Autor:innen:
Marcus Schiedung | Department of Geography, University of Zurich, Switzerland | Switzerland
Axel Don | Thünen Institut für Agrarklimaschutz
Michael Beare | New Zealand Institute for Plant and Food Research Limited | New Zealand
Samuel Abiven | Département de Géosciences, CNRS, École normale supérieure, PSL University | France
Soils have a large potential for the sequestration of soil organic carbon (SOC) to mitigate global climate change when introducing climate-smart practises, such as deep rooting systems. However, newly added root litter or exudates can enhance the mineralization of native SOC (positive priming effect), which may counterbalance the sequestration of new carbon (C). We used soils from a 20 years chronosequence of inverted grassland soils (>1 m deep melioration) and studied the root induced priming in newly formed topsoils, which accumulated C after inversion and in SOC enriched subsoils that consisted of former topsoils. These soils were incubated for six months after introducing labelled and fresh roots (>2 atom% 13C) by growing ryegrass under 13C-enriched atmosphere and removing aboveground biomass before incubation.
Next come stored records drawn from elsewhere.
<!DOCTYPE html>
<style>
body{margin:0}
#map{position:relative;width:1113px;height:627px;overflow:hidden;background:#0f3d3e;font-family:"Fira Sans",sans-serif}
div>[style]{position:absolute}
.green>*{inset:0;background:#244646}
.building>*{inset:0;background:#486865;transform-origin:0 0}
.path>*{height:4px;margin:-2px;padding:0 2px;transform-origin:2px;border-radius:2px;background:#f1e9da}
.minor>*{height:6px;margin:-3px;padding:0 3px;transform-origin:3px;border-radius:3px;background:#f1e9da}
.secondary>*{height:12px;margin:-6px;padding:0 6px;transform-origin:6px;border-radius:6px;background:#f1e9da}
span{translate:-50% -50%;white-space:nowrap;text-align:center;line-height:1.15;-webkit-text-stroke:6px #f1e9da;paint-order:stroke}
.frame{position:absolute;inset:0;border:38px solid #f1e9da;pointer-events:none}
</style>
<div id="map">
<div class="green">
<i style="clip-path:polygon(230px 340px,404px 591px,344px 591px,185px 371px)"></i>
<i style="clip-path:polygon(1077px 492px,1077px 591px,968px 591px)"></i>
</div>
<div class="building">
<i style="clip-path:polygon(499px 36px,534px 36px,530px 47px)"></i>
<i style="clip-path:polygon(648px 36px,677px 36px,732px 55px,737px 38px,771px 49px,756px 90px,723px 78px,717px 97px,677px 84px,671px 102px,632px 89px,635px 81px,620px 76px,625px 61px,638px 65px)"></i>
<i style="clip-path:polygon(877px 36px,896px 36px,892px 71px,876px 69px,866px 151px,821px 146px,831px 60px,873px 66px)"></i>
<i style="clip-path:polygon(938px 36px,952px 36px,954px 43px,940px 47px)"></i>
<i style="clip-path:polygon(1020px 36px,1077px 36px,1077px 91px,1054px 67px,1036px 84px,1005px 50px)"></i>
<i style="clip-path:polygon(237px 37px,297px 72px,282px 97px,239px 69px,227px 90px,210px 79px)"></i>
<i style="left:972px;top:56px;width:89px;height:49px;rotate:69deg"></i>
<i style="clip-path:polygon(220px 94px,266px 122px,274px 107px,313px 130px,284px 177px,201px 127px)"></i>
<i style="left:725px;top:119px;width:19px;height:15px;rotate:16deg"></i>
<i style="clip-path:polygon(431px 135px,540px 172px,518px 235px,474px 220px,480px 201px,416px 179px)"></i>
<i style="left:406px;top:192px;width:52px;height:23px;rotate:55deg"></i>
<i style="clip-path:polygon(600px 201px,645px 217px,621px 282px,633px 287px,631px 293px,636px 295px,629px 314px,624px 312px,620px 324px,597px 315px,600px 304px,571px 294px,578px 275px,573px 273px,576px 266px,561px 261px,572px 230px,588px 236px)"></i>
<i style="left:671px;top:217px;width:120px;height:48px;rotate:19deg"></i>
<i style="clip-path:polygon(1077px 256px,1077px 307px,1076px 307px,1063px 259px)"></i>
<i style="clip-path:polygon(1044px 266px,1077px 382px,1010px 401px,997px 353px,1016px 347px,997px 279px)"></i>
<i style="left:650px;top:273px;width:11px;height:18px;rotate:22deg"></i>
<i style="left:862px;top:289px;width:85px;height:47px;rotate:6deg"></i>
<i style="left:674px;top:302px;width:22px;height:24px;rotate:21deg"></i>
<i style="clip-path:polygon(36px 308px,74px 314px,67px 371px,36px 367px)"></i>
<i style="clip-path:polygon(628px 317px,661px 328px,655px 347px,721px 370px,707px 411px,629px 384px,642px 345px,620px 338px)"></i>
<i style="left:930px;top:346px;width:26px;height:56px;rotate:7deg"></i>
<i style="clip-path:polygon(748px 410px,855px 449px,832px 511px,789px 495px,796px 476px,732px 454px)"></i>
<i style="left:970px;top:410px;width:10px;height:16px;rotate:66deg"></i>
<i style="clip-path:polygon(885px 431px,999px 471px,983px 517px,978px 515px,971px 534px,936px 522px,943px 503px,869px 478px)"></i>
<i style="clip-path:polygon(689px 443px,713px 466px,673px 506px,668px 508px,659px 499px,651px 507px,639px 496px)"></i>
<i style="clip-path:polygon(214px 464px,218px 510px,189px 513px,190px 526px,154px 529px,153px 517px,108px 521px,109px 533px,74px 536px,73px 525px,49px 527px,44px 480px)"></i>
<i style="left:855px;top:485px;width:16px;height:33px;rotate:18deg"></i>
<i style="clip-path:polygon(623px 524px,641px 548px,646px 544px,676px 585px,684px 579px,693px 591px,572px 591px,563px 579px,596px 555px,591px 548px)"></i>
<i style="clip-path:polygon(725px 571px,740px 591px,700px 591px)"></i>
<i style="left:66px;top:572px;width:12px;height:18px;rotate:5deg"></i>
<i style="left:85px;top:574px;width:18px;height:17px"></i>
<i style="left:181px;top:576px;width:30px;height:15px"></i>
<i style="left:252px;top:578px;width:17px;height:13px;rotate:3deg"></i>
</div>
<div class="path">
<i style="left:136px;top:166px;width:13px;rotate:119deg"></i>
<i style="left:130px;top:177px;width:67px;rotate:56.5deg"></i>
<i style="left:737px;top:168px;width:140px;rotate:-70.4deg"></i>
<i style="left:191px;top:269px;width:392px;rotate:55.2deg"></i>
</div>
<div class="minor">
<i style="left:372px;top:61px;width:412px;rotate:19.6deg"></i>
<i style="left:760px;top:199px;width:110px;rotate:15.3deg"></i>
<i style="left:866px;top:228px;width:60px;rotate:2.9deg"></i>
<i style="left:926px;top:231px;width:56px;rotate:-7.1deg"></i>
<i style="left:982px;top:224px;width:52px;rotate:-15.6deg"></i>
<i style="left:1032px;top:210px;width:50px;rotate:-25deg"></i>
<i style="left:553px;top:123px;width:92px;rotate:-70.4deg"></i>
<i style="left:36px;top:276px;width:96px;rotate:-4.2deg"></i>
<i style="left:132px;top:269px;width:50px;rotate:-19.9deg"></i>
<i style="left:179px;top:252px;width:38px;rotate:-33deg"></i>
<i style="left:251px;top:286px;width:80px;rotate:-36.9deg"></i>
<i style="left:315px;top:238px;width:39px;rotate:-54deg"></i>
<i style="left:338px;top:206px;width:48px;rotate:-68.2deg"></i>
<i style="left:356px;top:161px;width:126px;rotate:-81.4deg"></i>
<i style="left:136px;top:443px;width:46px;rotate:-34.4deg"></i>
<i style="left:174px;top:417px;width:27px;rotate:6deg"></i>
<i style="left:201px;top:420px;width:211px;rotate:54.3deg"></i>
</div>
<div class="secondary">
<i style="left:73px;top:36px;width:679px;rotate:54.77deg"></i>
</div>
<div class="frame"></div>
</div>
By tracing the respired root-derived C and its recovery in soils and fractions, this chronosequence provided the unique opportunity to study the priming effect of roots in soils with different durations of C input under field conditions and consequently SOC levels. We found that newly added fresh root biomass causes positive priming of SOC in subsoils (331 ± 84% enhanced respiration) and newly formed topsoils (109 ± 27% enhanced respiration) within six months of incubation. This effect was a transitional phenomenon for new topsoils that accumulating SOC, which adapted to high C input within a few years, leading to no priming in long-term topsoils. Soils adapted to high C inputs showed a faster cycling of fresh roots and remaining roots were associated to the mineral soil fractions and a memory effect occurred if topsoils were buried below one meter depth. In recently buried topsoil the priming effect was low (50 ± 2% enhanced respiration) but substantially increased 20 years after burial (390 ± 32% enhanced respiration). Overall, C losses with priming never exceeded new root-derived C inputs and resulted in C gains even under highly favourable incubation conditions. We conclude that priming is a temporal reaction to additional C which attenuates when soils get adapted to high C inputs within a few years to decades.